Ce champ d'expertise n'a surtout pas réduit ses horizons puisque depuis février dernier, elle est aussi directrice de la recherche mondiale du Groupe Investors où elle supervise une équipe de 20 analystes financiers au Canada, en Irlande et à Hong Kong.

Mais avant d'aller plus loin, il faut préciser ici que Christine Décarie n'est ni ma soeur, ni ma cousine, ni une parente de proche ou de loin, mis à part que nous partageons le même ancêtre, Jean Décarie, arrivé à Montréal en 1650 et qui fut l'un des 50 premiers colons à s'établir à l'ombre du mont Royal.

«Ma carrière de gestionnaire de portefeuille est née un peu par hasard. Je venais de terminer mon bac en commerce à McGill et j'ai obtenu un emploi d'été chez Montrusco, où j'ai été cambiste et fait de la recherche financière.

«Je pensais aller compléter ma formation de comptable en septembre, mais le président André Marsan m'a convaincue de rester chez Montrusco et d'obtenir plutôt mon titre d'analyste financier agréé (CFA). C'est là que j'ai tout appris du métier», rappelle la gestionnaire.

En 1989, Christine Décarie est donc analyste financier, spécialiste des titres québécois de petites capitalisations et du secteur des médias. Elle travaille avec les gestionnaires du Fonds Croissance Québec, le premier fonds commun exclusivement composé de titres québécois.

En 1990, elle est promue cogestionnaire du fonds et, en 1993, elle en devient l'unique gestionnaire. En 1999, le Groupe Investors, qui voulait créer un fonds de titres québécois, l'a convaincue de se joindre à lui pour mettre sur pied ce nouveau produit.

«J'ai lancé le Fonds d'entreprises québécoises Investors et l'année suivante, on m'a confié la gestion du Fonds Mutuel Investors du Canada, un des premiers fonds communs canadiens, créé en 1950.

«C'était un fonds équilibré canadien qui cumulait 1,3 milliard d'actifs.

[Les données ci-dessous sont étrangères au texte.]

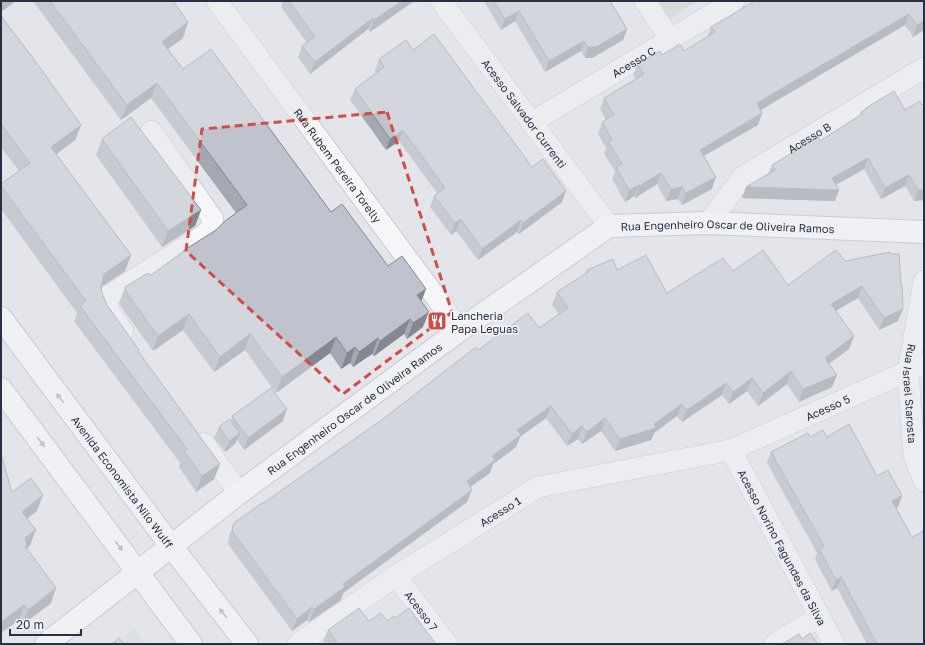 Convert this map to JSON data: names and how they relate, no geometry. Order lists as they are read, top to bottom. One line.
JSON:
{"streets":{"street":["Acesso C","Acesso Salvador Currenti","Acesso B","Rua Rubem Pereira Torelly","Rua Engenheiro Oscar de Oliveira Ramos","Rua Israel Starosta","Acesso 5","Avenida Economista Nilo Wulff","Acesso 1","Acesso Norino Fagundes da Silva","Acesso 7"]},"crossings":[["Acesso C","Acesso Salvador Currenti"],["Acesso Salvador Currenti","Rua Engenheiro Oscar de Oliveira Ramos"],["Acesso B","Rua Engenheiro Oscar de Oliveira Ramos"],["Rua Rubem Pereira Torelly","Rua Engenheiro Oscar de Oliveira Ramos"],["Rua Engenheiro Oscar de Oliveira Ramos","Avenida Economista Nilo Wulff"],["Rua Israel Starosta","Acesso 5"],["Acesso 5","Acesso 1"],["Acesso 5","Acesso Norino Fagundes da Silva"],["Acesso 1","Acesso Norino Fagundes da Silva"],["Acesso 1","Acesso 7"]],"places":{"restaurant":["Lancheria Papa Leguas"]},"scale_bar":"20 m"} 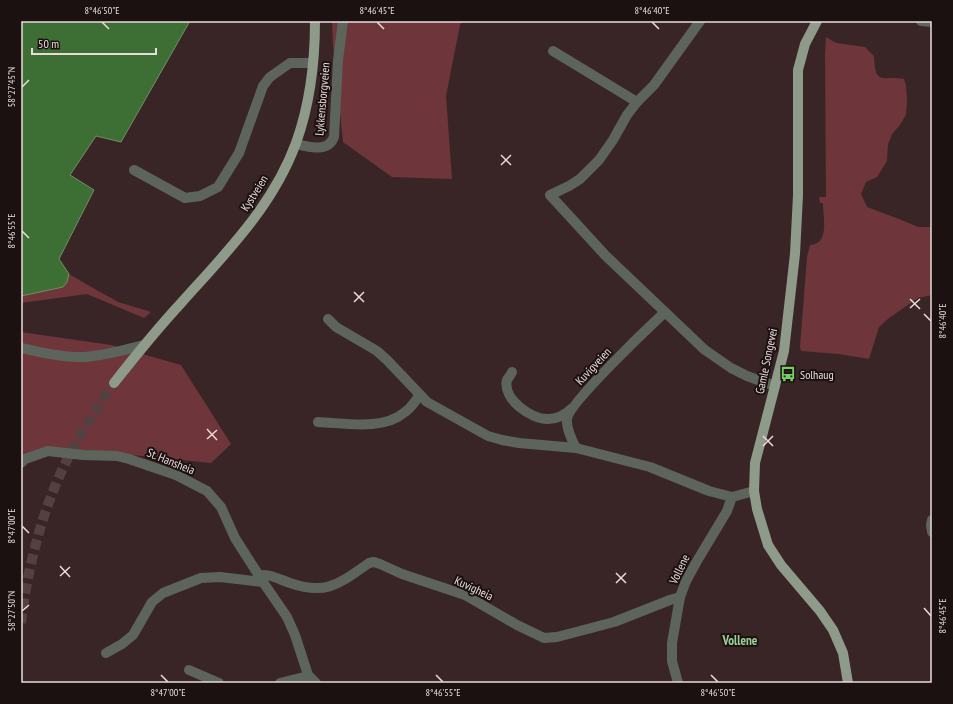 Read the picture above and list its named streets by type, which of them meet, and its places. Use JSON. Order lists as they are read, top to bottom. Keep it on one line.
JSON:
{"streets":{"main road":["Kystveien","Gamle Songevei"],"street":["Lykkensborgveien","Kuvigveien","St. Hansheia","Vollene","Kuvigheia"]},"crossings":[["Lykkensborgveien","Kystveien"],["St. Hansheia","Kuvigheia"],["Vollene","Kuvigheia"]],"districts":["Vollene"],"places":{"bus stop":["Solhaug"]},"scale_bar":"50 m","coordinates":["8°46'50\"E","8°46'45\"E","8°46'40\"E","58°27'45\"N","8°46'55\"E","8°47'00\"E","58°27'50\"N"]} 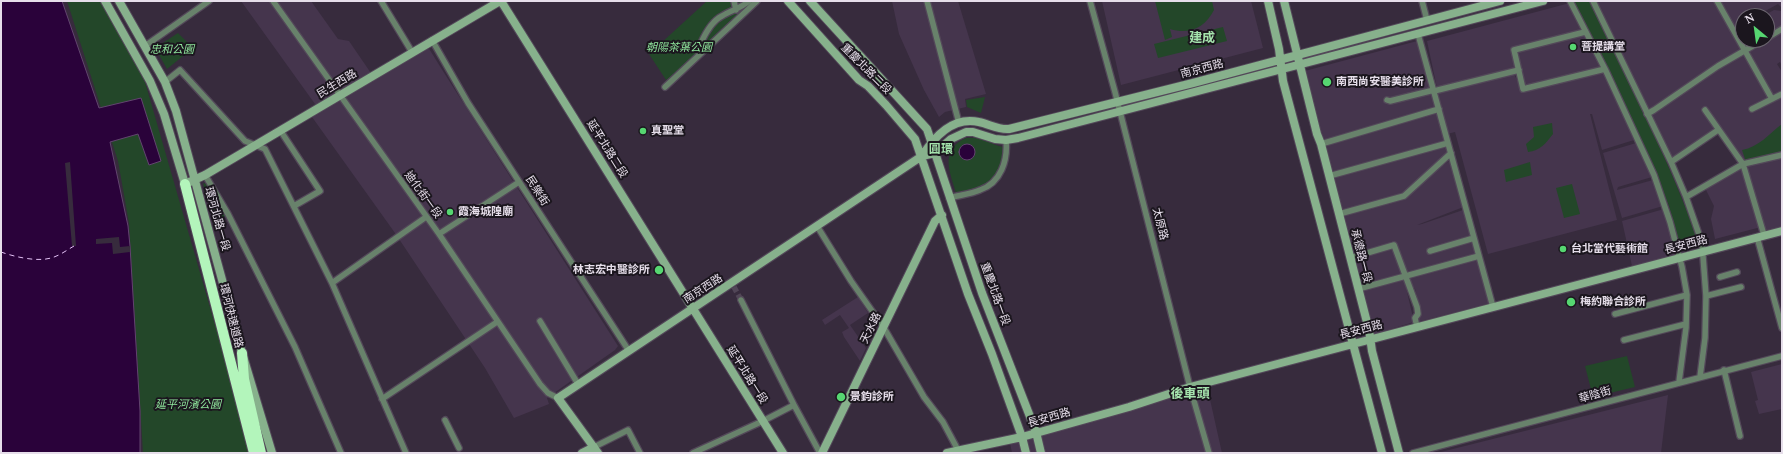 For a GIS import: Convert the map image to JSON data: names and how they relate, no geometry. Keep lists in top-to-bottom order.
{
  "streets": {
    "highway": ["環河快速道路"],
    "main road": [
      "重慶北路二段",
      "南京西路",
      "民生西路",
      "延平北路二段",
      "環河北路一段",
      "長安西路",
      "承德路一段",
      "重慶北路一段",
      "天水路",
      "延平北路一段"
    ],
    "street": [
      "民樂街",
      "迪化街一段",
      "太原路",
      "華陰街"
    ]
  },
  "crossings": [
    ["重慶北路二段", "南京西路"],
    ["重慶北路二段", "重慶北路一段"],
    ["南京西路", "延平北路二段"],
    ["南京西路", "民樂街"],
    ["南京西路", "迪化街一段"],
    ["南京西路", "太原路"],
    ["南京西路", "承德路一段"],
    ["南京西路", "重慶北路一段"],
    ["南京西路", "延平北路一段"],
    ["民生西路", "延平北路二段"],
    ["民生西路", "民樂街"],
    ["民生西路", "迪化街一段"],
    ["民生西路", "環河北路一段"],
    ["民生西路", "環河快速道路"],
    ["延平北路二段", "延平北路一段"],
    ["環河北路一段", "環河快速道路"],
    ["太原路", "長安西路"],
    ["長安西路", "承德路一段"],
    ["長安西路", "重慶北路一段"]
  ],
  "districts": ["建成", "圓環", "後車頭"],
  "parks": ["朝陽茶葉公園", "忠和公園", "延平河濱公園"],
  "places": [
    "菩提講堂",
    "南西尚安醫美診所",
    "真聖堂",
    "霞海城隍廟",
    "台北當代藝術館",
    "林志宏中醫診所",
    "梅約聯合診所",
    "景鈞診所"
  ],
  "north": "top left"
} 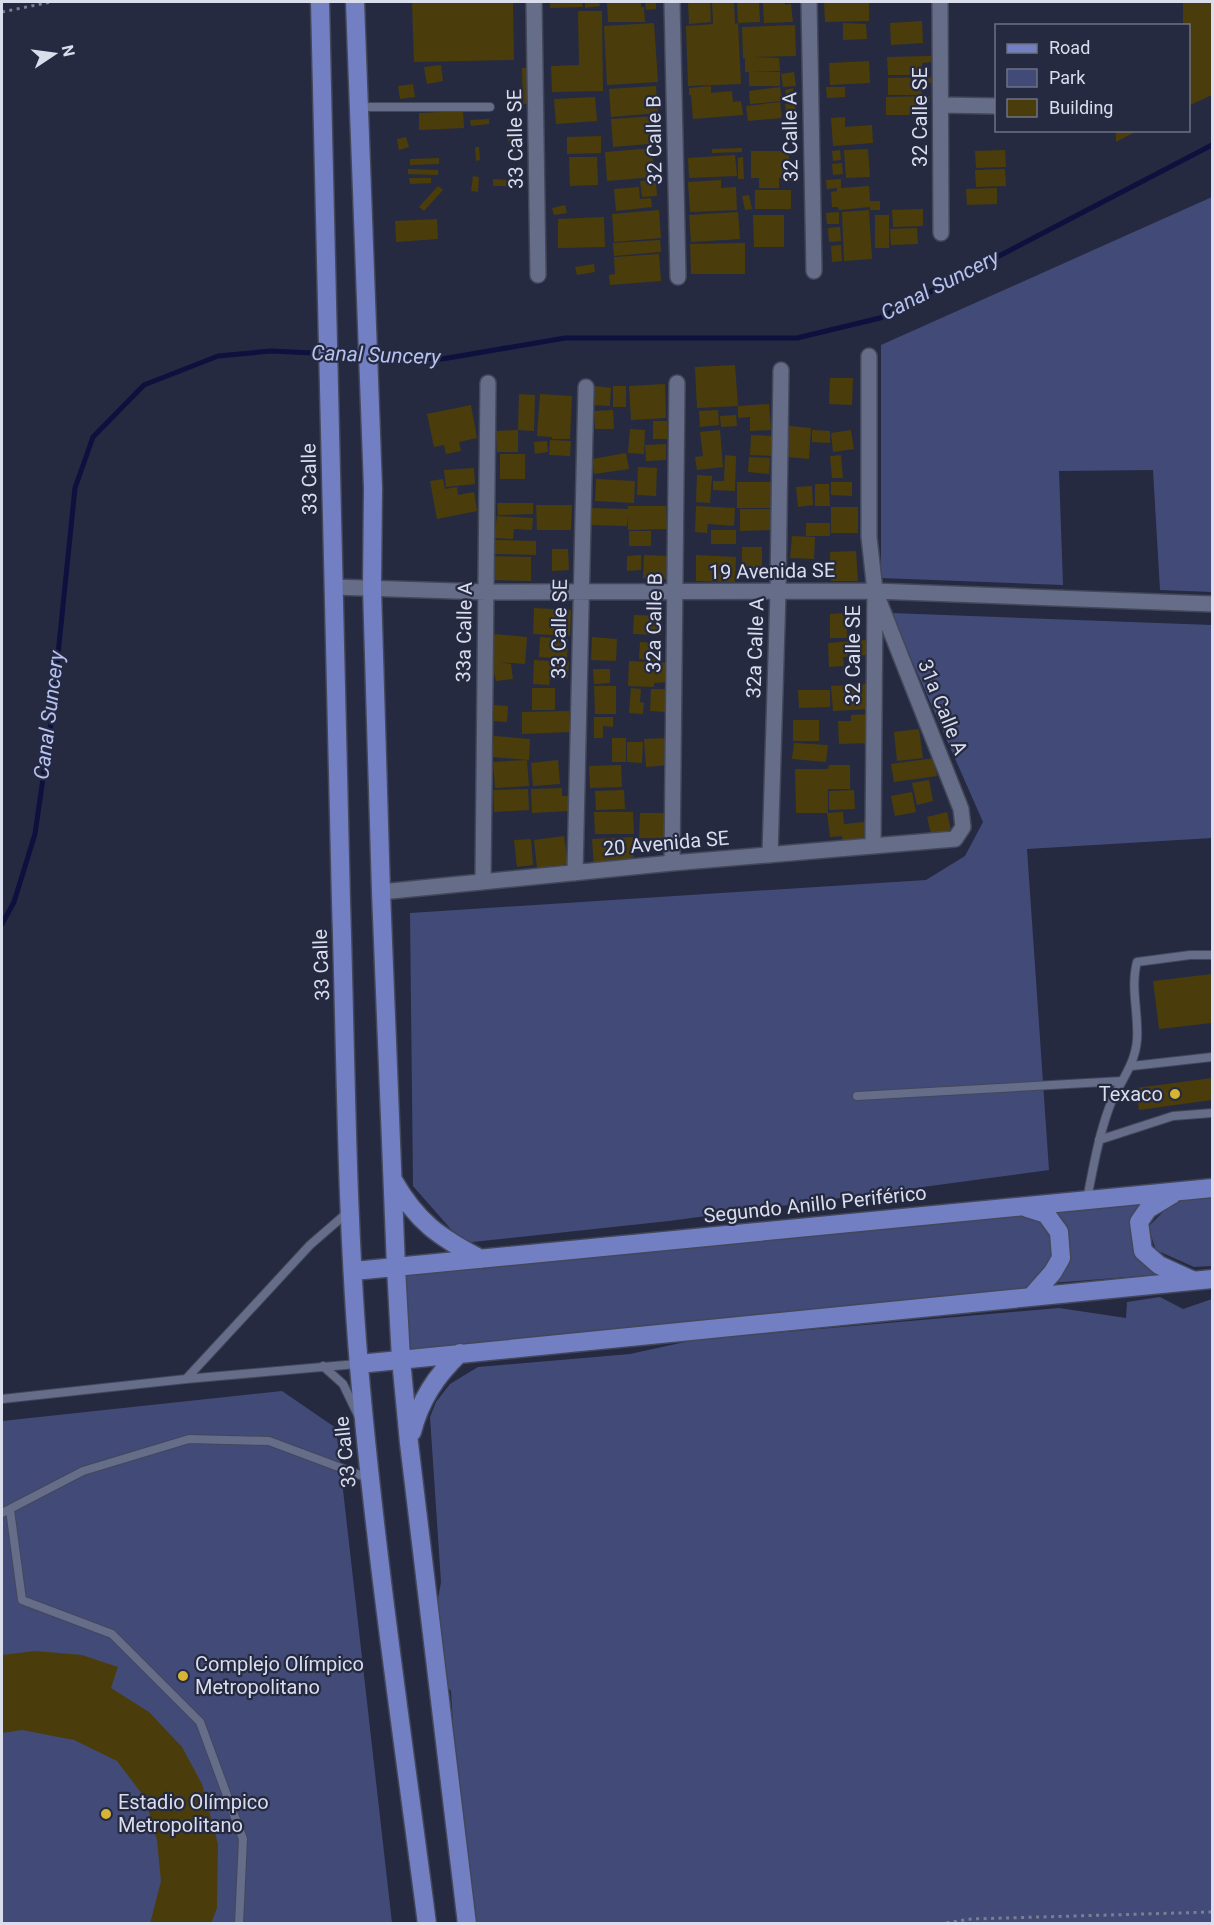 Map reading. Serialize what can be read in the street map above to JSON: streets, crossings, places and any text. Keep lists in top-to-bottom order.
{
  "streets": {
    "main road": ["33 Calle", "Segundo Anillo Periférico"],
    "street": [
      "32 Calle SE",
      "32 Calle A",
      "33 Calle SE",
      "32 Calle B",
      "19 Avenida SE",
      "32a Calle B",
      "33a Calle A",
      "32a Calle A",
      "31a Calle A",
      "20 Avenida SE"
    ]
  },
  "crossings": [
    ["32 Calle SE", "19 Avenida SE"],
    ["32 Calle SE", "31a Calle A"],
    ["32 Calle SE", "20 Avenida SE"],
    ["33 Calle SE", "19 Avenida SE"],
    ["33 Calle SE", "20 Avenida SE"],
    ["33 Calle", "19 Avenida SE"],
    ["33 Calle", "Segundo Anillo Periférico"],
    ["19 Avenida SE", "32a Calle B"],
    ["19 Avenida SE", "33a Calle A"],
    ["19 Avenida SE", "32a Calle A"],
    ["19 Avenida SE", "31a Calle A"],
    ["32a Calle B", "20 Avenida SE"],
    ["33a Calle A", "20 Avenida SE"],
    ["32a Calle A", "20 Avenida SE"],
    ["31a Calle A", "20 Avenida SE"]
  ],
  "water": ["Canal Suncery"],
  "places": ["Texaco", "Complejo Olímpico Metropolitano", "Estadio Olímpico Metropolitano"],
  "legend": ["Road", "Park", "Building"],
  "north": "right"
}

J'en ai assuré la gestion jusqu'en 2012. Lorsque je l'ai laissé, les actifs étaient rendus à 1,8 milliard», souligne Christine Décarie

Mandat et responsabilités

Si Christine Décarie a décidé de ne conserver que la gestion du Fonds d'actions québécoises Investors, c'est que ses responsabilités ont passablement augmenté lorsque la société l'a nommée directrice de la recherche en 2010.

«On avait une équipe de huit analystes nord-américains, et la direction souhaitait mieux arrimer le travail des analystes à la réalité et aux besoins des gestionnaires de portefeuille. Il fallait mieux aligner le travail.

«En février dernier, ce mandat de supervision de la recherche s'est agrandi lorsque je suis devenue directrice de la recherche mondiale. On a 10 analystes au Canada, 6 à Dublin et 4 à Hong Kong et ils sont là pour épauler nos 16 gestionnaires de portefeuilles [11 au Canada, 3 à Dublin, 2 à Hong Kong] qui gèrent 70 fonds communs différents», précise Christine Décarie.

La gestionnaire a mis sur pied des groupes d'expertise sectorielle - ressources et énergie, consommation, petites capitalisations... - et favorise la participation de tous les analystes à la gestion des fonds mondiaux du Groupe Investors.

Le cheminement et la réputation de Christine Décarie dans l'industrie financière montréalaise ont été reconnus le printemps dernier lorsqu'elle s'est vu attribuer le Prix Femme de mérite 2014, catégorie Affaires et profession, du «Y» des femmes. Elle recevra son prix en septembre à l'occasion d'une soirée hommage.

«C'est très flatteur de recevoir une telle distinction parce qu'on reconnaît ta contribution. Lorsque j'ai commencé chez Investors, en 1999, il ne se faisait aucune gestion de portefeuille à Montréal. Aujourd'hui, notre équipe de 7 personnes est responsable de la gestion de 5 milliards d'actifs», observe la lauréate.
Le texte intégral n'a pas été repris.